Sunday, June 16, 2013

Open Letter to the Historians of the 22nd Century: Sorry for All the Stuff

So today I read one of the sillier posts I have ever seen on an academic blog, in which the author bemoans an imagined decline of diary-keeping in the present era. Future historians will have nothing to write about! The author urges us to sharpen our quill pens, pull out a piece of vellum and begin journaling. "This is your duty," he proclaims. "Create that thing that historians crave—real, firsthand accounts."

The silliness, of course, stems from the fact that the author is using a blog on the internet to complain that no one is writing about their lives anymore.

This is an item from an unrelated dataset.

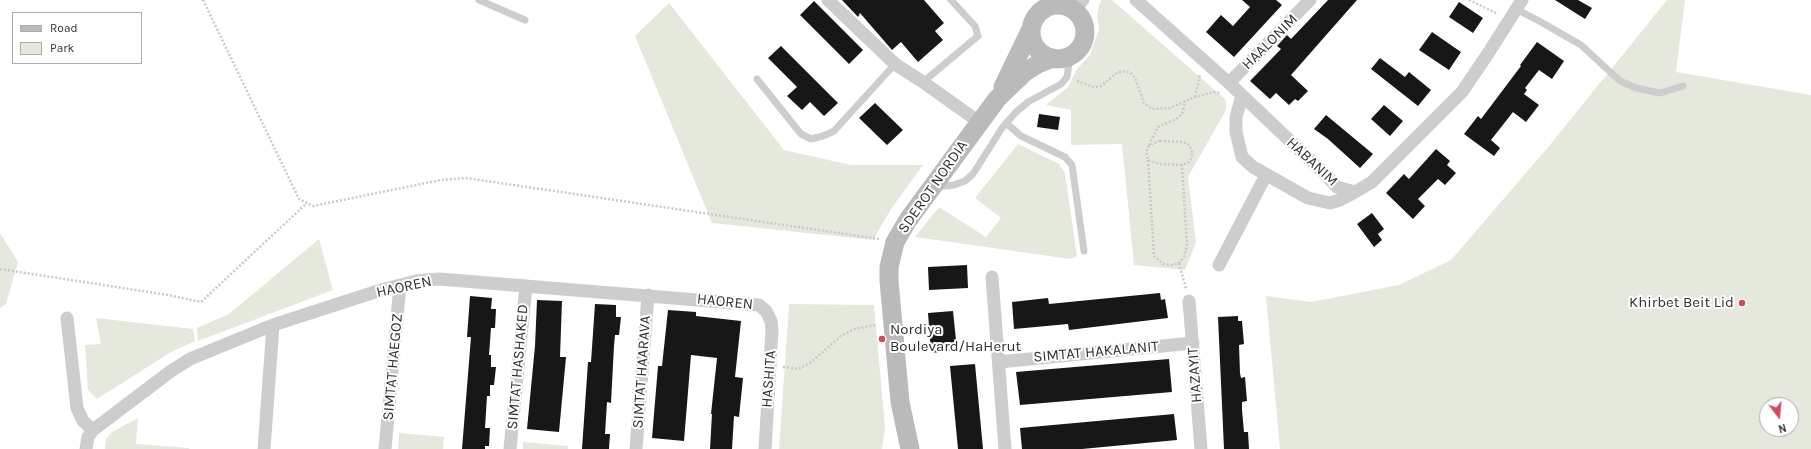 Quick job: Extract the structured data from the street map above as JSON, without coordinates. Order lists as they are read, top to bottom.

The truth is precisely the opposite--we are living through an explosion of personal writing and documentation that is unprecedented in human history. Over a billion people are on Facebook, posting about their days, complete with pictures. Half a billion are on Twitter. There are tens of millions of blogs. And let’s throw Instagram and similar services into the mix. And of course there is email–which is indeed being saved, as recent news revelations about the NSA should reassure all of us.

Cats, in particular, are being documented to an amazing extent.

And before anyone sets up the straw man of comparing your aunt Edna’s Facebook updates (“Doubled the prune juice this morning–will let you all know how it works!”) to Mary Chestnut’s diary, let me point out how extremely atypical are the handful of historian’s favorite diaries. As every working historian has come to realize, for every Mary Chestnut or George Templeton Strong, there are a hundred surviving diaries of stoic Norwegian farmers or busy mill workers are that are considerably less than illuminating:

Noviember 2, 1863: rained.
Novermber 3, 1863: Raind
Nobember 5, 1863: Cow dyed.
Novebmer 8, 1863: Did'nt rain

In contrast, future historians of my era (for whom this post is written) will have information sprayed at them with a fire hose.

Imagine if Thomas Jefferson had a Facebook page, commented on pages of his FB friends, tweeted (“Tip to fellow planters: Increase farm income w/ a nail factory manned by young slaves! #slavery #childlabor #Monticello”), and an Instagram (“Used the sepia filter for this pic of Sally on a bearskin rug. #naughty”). Plus all of his contemporaries FBing and tweeting about Jefferson! We would have vastly more information about the man. And Lord knows there is no shortage of primary source information about Jefferson as is.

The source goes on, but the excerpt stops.